Vários elementos foram discutidos em relação ao que causa insegurança alimentar e nutricional, desde a questão do planejamento familiar, o qual formou uma polêmica no grupo, até as questões do desperdício, da redução do tempo disponível para efetuar refeições, do processamento de alimentos, das falhas do sistema de distribuição e do lugar contraditório de uma mídia que promove alimentação saudável, ao mesmo tempo em que apresenta, sistematicamente, propagandas de alimentos não saudáveis 25.

Uma constante, em todas as discussões e desde a primeira oficina, foi a questão da educação como um dos principais determinantes da segurança alimentar e nutricional. No primeiro momento dos mapas conceituais, porém, a educação remetia, no discurso dos participantes, aos hábitos de manipulação e de consumo alimentares. No grupo focal, a educação foi abordada de maneira mais ampla, como instrumento da reprodução social e, ao mesmo tempo, como instrumento da emancipação e de formação de sujeitos políticos, constituindo-se, simultaneamente, como problema e como solução para a segurança alimentar e nutricional.

O segundo elemento relacionado à insegurança alimentar e nutricional foi a falta de acesso econômico a alimentação saudável. A necessidade de diminuir a pobreza e a distribuição de renda já apareciam nos segundos e terceiros conjuntos de mapas conceituais. Nas discussões do grupo focal, as respostas à pergunta “quais os principais desafios para enfrentar a insegurança alimentar e nutricional na comunidade?” deram ênfase ao desemprego e ao baixo poder aquisitivo.

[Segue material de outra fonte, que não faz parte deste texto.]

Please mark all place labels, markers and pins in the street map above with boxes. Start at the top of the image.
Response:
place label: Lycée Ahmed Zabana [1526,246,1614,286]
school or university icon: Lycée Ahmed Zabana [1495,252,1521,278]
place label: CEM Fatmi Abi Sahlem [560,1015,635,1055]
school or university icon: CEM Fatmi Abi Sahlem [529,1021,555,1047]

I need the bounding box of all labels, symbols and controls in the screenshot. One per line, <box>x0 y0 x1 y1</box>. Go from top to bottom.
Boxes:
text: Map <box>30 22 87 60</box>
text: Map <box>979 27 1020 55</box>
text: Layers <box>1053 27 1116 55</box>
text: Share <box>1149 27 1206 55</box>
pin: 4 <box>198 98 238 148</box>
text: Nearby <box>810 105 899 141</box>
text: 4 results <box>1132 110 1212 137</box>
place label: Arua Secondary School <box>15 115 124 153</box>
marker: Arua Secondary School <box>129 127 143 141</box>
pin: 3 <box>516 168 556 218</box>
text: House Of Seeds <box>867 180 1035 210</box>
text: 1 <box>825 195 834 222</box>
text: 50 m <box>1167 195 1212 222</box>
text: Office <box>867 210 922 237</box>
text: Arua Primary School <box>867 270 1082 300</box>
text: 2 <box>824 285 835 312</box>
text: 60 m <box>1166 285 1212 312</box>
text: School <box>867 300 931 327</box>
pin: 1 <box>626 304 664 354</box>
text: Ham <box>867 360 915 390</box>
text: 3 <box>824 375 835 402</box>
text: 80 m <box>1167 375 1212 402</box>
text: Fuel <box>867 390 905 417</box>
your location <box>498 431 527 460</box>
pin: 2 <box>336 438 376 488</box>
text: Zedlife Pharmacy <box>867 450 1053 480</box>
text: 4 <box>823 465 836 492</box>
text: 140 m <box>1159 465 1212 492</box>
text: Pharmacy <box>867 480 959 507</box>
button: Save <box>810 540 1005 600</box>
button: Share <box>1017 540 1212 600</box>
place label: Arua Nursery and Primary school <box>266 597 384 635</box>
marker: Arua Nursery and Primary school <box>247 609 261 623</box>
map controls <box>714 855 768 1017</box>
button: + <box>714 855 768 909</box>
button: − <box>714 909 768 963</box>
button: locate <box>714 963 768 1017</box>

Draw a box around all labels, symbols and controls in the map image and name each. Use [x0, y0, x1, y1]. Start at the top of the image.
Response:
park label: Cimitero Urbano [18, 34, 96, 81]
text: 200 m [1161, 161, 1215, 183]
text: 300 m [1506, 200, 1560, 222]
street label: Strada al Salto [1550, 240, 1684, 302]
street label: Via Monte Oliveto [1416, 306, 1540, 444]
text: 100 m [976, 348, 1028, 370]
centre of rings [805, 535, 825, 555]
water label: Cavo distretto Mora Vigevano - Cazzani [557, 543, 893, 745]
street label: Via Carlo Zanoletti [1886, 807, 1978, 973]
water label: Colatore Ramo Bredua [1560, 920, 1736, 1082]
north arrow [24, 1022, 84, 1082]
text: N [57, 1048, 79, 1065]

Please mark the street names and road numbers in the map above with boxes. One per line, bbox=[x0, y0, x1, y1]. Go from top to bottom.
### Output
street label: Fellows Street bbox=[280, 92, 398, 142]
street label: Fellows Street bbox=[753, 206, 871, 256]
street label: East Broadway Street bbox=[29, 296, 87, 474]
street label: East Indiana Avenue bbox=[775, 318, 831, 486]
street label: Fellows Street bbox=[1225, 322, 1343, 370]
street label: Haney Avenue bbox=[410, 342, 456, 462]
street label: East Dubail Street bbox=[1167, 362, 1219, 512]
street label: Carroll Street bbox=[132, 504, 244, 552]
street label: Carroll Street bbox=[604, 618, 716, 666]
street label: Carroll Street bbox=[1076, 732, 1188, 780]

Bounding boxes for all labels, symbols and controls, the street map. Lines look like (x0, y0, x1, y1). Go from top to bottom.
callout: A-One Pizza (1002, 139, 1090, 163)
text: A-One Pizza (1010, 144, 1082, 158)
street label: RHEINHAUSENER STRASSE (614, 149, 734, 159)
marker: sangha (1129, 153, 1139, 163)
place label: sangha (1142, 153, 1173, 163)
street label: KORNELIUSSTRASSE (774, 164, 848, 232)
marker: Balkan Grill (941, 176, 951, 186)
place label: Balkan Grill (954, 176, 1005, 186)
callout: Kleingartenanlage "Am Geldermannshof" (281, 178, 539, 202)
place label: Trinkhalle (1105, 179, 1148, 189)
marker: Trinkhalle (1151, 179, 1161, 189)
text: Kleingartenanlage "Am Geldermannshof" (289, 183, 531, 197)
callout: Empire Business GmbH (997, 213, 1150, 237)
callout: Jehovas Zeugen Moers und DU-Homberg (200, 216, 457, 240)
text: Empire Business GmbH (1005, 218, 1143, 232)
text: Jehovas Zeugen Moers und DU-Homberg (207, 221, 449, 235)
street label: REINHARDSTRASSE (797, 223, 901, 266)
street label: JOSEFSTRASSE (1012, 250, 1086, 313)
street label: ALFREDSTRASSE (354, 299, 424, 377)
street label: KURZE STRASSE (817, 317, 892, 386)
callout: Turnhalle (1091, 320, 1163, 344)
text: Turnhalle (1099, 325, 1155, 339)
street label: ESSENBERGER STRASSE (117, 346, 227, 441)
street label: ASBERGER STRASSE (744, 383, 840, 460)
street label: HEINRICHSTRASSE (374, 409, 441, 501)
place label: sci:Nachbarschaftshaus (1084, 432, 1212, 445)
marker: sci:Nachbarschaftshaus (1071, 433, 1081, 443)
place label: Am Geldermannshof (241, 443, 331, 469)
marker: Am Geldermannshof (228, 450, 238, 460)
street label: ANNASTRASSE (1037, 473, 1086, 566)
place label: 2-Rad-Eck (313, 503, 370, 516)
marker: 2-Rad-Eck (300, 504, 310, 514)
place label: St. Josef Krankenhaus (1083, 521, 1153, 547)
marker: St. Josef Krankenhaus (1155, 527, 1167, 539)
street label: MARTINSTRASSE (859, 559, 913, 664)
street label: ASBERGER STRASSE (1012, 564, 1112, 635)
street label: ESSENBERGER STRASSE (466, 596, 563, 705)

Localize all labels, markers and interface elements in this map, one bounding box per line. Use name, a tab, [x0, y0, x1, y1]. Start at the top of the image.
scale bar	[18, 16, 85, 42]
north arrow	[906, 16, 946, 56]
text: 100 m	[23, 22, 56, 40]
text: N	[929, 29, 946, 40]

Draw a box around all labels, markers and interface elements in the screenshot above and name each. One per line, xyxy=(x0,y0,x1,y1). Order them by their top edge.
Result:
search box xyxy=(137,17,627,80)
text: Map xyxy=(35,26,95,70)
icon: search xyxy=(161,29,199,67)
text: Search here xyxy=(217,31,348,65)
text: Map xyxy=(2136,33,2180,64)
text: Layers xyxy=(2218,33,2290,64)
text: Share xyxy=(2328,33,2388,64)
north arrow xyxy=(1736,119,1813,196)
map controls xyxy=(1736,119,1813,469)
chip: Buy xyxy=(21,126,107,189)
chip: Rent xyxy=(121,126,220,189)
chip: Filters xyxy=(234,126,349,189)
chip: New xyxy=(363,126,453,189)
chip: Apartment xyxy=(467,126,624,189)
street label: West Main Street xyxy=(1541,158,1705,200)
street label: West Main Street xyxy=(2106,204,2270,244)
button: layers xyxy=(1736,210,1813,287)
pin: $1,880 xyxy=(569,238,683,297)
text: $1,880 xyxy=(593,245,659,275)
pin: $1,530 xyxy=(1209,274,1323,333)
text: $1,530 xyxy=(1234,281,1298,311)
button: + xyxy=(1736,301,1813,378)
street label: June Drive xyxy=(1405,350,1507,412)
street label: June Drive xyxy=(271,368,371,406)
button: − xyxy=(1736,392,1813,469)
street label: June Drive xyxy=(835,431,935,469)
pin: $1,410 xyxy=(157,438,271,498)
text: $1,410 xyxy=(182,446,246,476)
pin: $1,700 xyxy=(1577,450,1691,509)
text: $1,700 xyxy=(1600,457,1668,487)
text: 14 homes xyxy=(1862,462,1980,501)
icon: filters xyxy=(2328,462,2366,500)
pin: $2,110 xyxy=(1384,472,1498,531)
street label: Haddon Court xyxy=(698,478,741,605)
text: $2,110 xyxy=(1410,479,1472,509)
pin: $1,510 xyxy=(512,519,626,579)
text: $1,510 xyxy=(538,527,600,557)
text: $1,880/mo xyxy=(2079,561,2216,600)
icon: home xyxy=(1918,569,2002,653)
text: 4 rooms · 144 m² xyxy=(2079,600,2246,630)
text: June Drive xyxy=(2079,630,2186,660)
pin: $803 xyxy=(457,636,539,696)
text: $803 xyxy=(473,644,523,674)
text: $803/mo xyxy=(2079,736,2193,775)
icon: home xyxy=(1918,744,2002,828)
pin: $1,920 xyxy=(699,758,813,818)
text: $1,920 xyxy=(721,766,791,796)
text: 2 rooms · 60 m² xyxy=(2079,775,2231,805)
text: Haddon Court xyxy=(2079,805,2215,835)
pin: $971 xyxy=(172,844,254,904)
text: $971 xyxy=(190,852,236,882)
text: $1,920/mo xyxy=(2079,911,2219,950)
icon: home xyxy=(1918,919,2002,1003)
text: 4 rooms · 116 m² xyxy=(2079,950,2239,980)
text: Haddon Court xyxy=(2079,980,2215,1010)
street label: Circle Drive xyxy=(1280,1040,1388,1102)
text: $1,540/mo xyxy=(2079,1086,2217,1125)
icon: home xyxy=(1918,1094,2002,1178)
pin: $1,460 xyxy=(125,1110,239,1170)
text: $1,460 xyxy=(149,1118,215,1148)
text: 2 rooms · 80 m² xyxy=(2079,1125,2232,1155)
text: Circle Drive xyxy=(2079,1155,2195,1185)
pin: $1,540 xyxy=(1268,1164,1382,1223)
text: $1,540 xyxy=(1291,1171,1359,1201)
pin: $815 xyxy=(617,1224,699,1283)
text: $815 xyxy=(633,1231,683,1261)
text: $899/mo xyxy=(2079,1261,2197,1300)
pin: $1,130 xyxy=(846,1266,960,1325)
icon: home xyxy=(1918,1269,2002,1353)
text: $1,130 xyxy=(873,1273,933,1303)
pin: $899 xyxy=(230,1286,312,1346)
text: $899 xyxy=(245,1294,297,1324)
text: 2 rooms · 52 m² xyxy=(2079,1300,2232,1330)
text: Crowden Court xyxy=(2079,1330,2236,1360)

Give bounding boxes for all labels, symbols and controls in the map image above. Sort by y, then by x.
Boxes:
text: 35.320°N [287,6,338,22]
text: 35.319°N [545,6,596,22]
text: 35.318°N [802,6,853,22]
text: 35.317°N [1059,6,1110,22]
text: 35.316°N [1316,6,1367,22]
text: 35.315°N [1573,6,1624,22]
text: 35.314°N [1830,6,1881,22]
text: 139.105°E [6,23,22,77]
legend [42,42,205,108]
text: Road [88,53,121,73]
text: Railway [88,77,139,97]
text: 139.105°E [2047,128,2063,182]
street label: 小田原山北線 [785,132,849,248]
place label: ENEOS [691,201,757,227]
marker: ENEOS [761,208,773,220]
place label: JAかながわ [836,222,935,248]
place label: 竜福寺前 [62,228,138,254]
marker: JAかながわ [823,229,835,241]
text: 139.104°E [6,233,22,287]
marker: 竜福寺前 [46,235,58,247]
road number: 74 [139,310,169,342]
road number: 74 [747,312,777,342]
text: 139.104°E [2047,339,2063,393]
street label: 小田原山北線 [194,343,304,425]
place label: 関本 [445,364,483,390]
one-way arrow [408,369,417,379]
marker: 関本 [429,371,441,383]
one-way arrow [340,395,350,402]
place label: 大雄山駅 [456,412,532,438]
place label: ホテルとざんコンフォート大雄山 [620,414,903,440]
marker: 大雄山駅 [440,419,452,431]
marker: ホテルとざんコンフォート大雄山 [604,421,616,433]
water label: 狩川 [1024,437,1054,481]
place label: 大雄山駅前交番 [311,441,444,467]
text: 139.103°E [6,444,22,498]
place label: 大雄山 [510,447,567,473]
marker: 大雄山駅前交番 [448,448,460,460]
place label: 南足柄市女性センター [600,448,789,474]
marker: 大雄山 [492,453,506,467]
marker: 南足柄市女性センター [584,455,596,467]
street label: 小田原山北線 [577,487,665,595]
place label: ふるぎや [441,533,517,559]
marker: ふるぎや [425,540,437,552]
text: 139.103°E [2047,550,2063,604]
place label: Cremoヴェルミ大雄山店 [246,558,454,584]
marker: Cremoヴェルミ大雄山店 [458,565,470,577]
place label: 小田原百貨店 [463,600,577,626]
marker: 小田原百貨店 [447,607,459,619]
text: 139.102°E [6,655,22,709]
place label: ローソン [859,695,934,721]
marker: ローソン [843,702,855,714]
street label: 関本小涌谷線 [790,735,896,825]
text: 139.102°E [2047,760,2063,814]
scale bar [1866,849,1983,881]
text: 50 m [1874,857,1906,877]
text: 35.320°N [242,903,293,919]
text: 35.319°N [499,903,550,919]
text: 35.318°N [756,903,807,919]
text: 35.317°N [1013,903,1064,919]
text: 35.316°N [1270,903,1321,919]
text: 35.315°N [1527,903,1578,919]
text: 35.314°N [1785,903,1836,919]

Assim, as discussões pareceram se afastar do âmbito individual para uma visão mais politizada e coletiva da questão. Referindo-se à discussão de Freitas 26 sobre as concepções da fome, abriu-se mão de uma visão individualizante pautada no reducionismo dos conceitos clínicos - no caso da segurança alimentar e nutricional, obesidade, sobrepeso, desnutrição e inocuidade dos alimentos - para se aproximar de uma visão que considera as condições sociais, econômicas e políticas dadas por um modelo estrutural e conjuntural, no qual a segurança alimentar e nutricional se configura como “a expressão de uma sociedade com desigualdades extremas, cuja erradicação implicaria, necessariamente, transformações sociais26 (p. 34).

Os dados de segurança alimentar e nutricional disponíveis no âmbito da região não permitem identificar, neste período de dois anos, mudanças significativas que possam ter influenciado a percepção dos participantes acerca do tema. Tampouco foram implementados programas ou equipamentos adicionais de segurança alimentar e nutricional durante os dois anos que separaram a primeira oficina do grupo focal.

Entende-se que, em adição a alguns elementos do contexto político local e nacional, os quais serão discutidos em seguida, as próprias atividades da pesquisa-ação estimularam essas transformações.

A partir das segunda e terceira reuniões da oficina, com a discussão de vídeos documentários e as apresentações realizadas pela professora universitária e pelas representantes do FBDHAA e do Consea-BA, já apareceram os temas do capitalismo, das desigualdades sociais, das políticas públicas, dos direitos humanos e da vida coletiva na formulação do segundo e terceiro conjuntos de mapas conceituais.

Entre os depoimentos escritos dos participantes acerca da sua vivência na pesquisa-ação, elaborados em 2018 25, o de Susana destaca a importância da convivência com os líderes comunitários e com a Universidade para a construção da sua própria compreensão do tema da segurança alimentar e nutricional. Segundo ela, é preciso que as comunidades tenham acesso aos estudos acadêmicos, construindo a luta pelo direito à alimentação em uma sociedade “onde as pessoas se responsabilizam e se culpam por não conseguirem providenciar o alimento na quantidade e qualidade necessária para a sua permanência existencial”, a partir de “saberes produzidos coletivamente - universidade + comunidades”.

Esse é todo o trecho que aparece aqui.